Without including any images, reproduce each entry exactly.

____

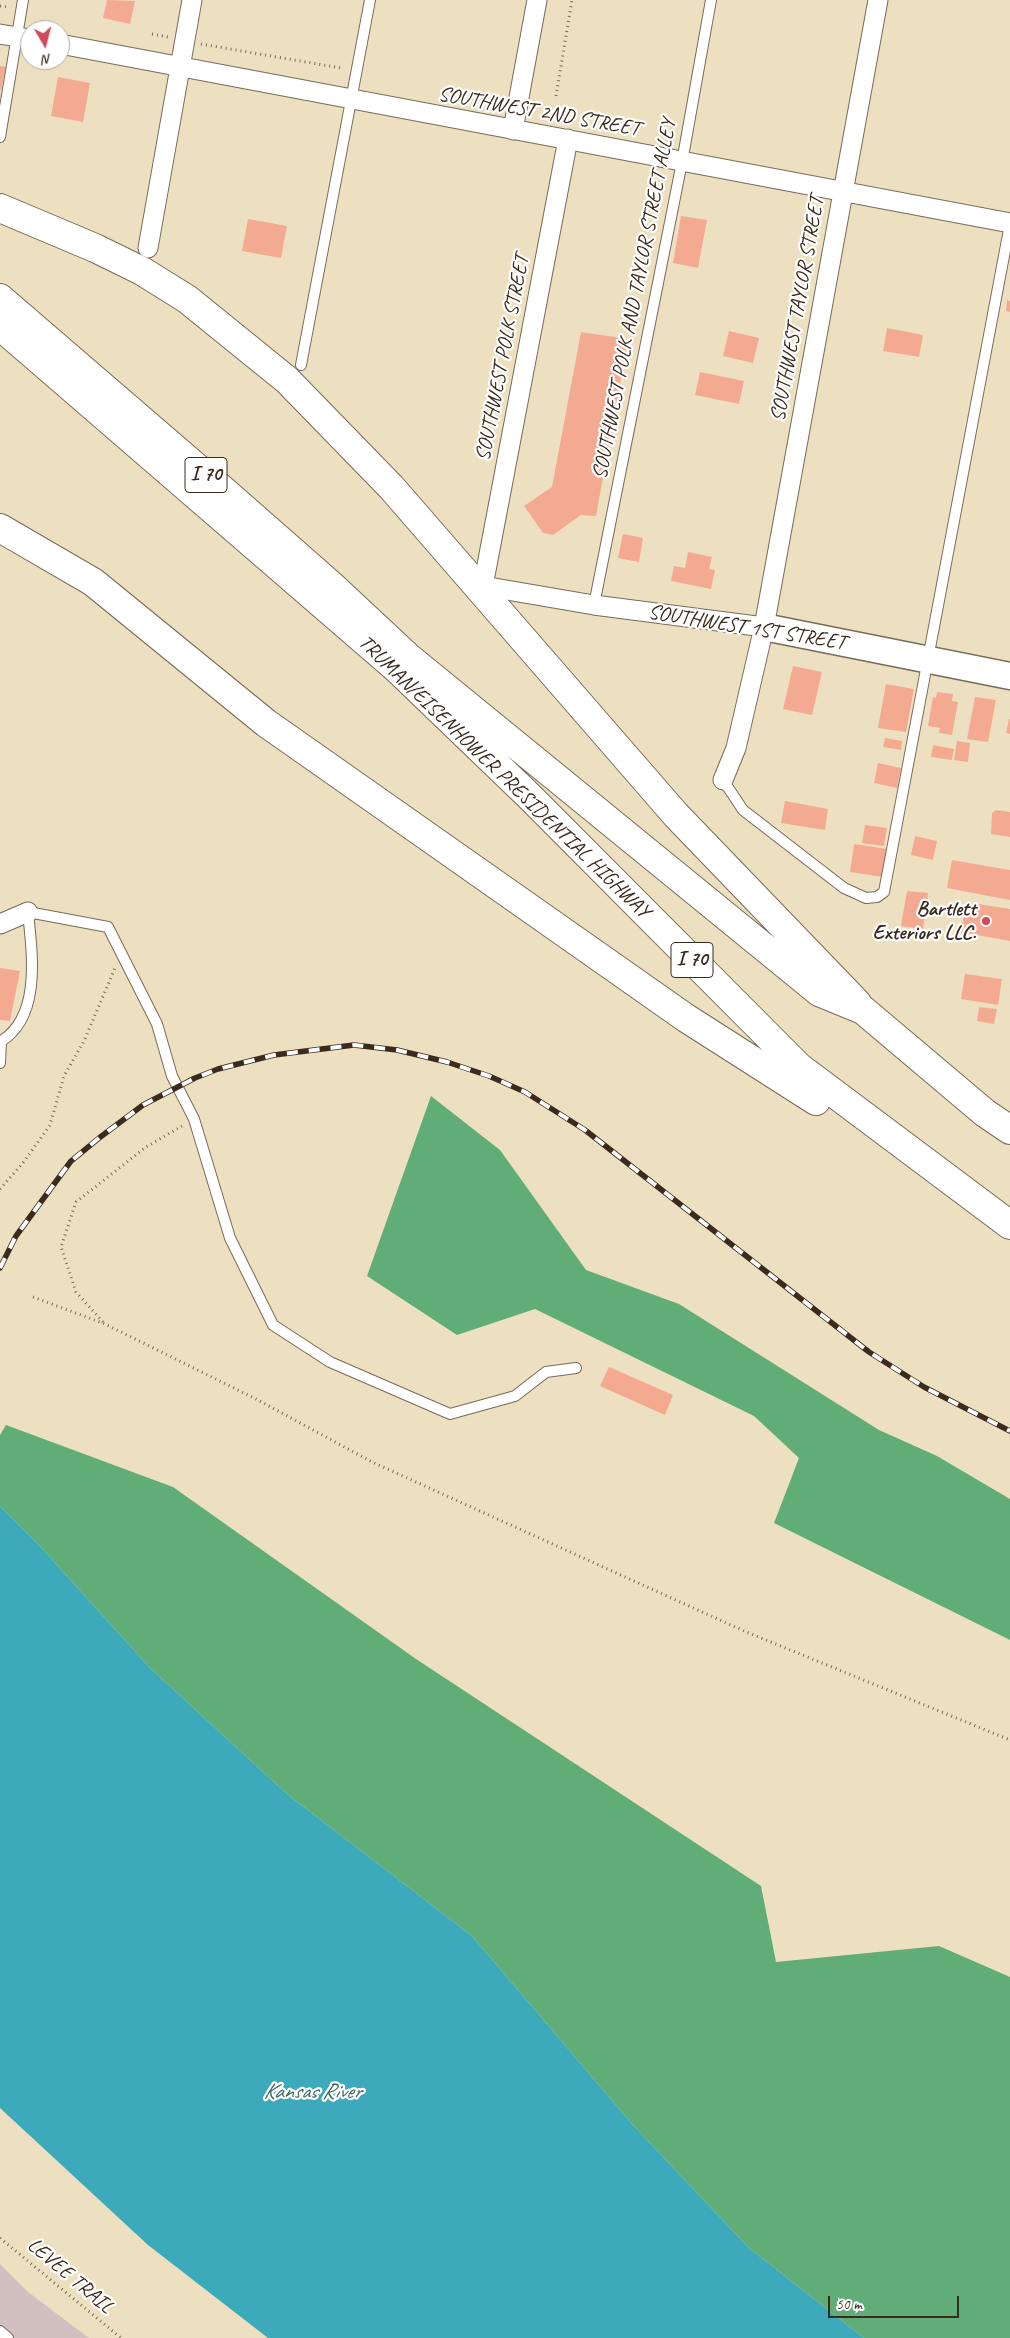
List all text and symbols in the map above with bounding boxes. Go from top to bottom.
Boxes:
north arrow [20,20,70,70]
text: N [42,50,53,68]
street label: SOUTHWEST 2ND STREET [436,82,642,142]
street label: SOUTHWEST POLK AND TAYLOR STREET ALLEY [588,117,682,481]
street label: SOUTHWEST TAYLOR STREET [766,194,830,424]
street label: SOUTHWEST POLK STREET [471,253,535,463]
road number: I 70 [185,458,227,492]
street label: SOUTHWEST 1ST STREET [646,600,848,656]
street label: TRUMAN/EISENHOWER PRESIDENTIAL HIGHWAY [353,630,655,924]
place label: Bartlett Exteriors LLC. [873,896,976,946]
marker: Bartlett Exteriors LLC. [980,915,992,927]
road number: I 70 [671,942,713,978]
water label: Kansas River [263,2079,361,2105]
street label: LEVEE TRAIL [22,2233,118,2319]
scale bar [830,2286,961,2318]
text: 50 m [836,2295,862,2314]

____

**Result of this task**.
List all text and symbols in the map above with bounding boxes. Go from top to bottom.
Boxes:
north arrow [20,20,70,70]
text: N [42,50,53,68]
street label: SOUTHWEST 2ND STREET [436,82,642,142]
street label: SOUTHWEST POLK AND TAYLOR STREET ALLEY [588,117,682,481]
street label: SOUTHWEST TAYLOR STREET [766,194,830,424]
street label: SOUTHWEST POLK STREET [471,253,535,463]
road number: I 70 [185,458,227,492]
street label: SOUTHWEST 1ST STREET [646,600,848,656]
street label: TRUMAN/EISENHOWER PRESIDENTIAL HIGHWAY [353,630,655,924]
place label: Bartlett Exteriors LLC. [873,896,976,946]
marker: Bartlett Exteriors LLC. [980,915,992,927]
road number: I 70 [671,942,713,978]
water label: Kansas River [263,2079,361,2105]
street label: LEVEE TRAIL [22,2233,118,2319]
scale bar [830,2286,961,2318]
text: 50 m [836,2295,862,2314]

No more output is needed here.